Dataset entries:
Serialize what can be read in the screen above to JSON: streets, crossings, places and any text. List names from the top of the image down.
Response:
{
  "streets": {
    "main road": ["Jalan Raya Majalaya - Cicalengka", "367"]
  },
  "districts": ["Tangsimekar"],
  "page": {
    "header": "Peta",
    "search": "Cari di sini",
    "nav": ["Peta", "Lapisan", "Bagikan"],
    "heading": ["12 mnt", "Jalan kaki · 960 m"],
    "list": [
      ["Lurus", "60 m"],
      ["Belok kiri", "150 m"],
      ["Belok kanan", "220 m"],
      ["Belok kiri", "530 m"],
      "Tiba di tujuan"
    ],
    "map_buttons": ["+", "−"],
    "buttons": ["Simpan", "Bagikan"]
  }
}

...

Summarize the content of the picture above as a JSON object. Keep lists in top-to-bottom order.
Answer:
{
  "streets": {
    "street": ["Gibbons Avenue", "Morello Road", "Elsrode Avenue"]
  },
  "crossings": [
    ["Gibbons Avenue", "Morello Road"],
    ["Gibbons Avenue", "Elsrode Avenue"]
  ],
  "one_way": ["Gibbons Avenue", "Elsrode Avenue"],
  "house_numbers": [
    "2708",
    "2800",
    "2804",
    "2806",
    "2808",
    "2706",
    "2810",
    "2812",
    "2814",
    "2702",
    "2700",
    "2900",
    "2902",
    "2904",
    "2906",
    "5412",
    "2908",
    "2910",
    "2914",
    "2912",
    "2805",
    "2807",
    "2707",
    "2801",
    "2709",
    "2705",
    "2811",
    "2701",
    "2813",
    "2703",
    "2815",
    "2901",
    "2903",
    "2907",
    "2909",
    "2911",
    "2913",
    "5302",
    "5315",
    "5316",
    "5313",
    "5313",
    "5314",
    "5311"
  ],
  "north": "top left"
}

__WORK REQUEST__: Sift through the entries and copy every line with "above".

__RESULT OF THIS EXERCISE__:
Serialize what can be read in the screen above to JSON: streets, crossings, places and any text. List names from the top of the image down.
Summarize the content of the picture above as a JSON object. Keep lists in top-to-bottom order.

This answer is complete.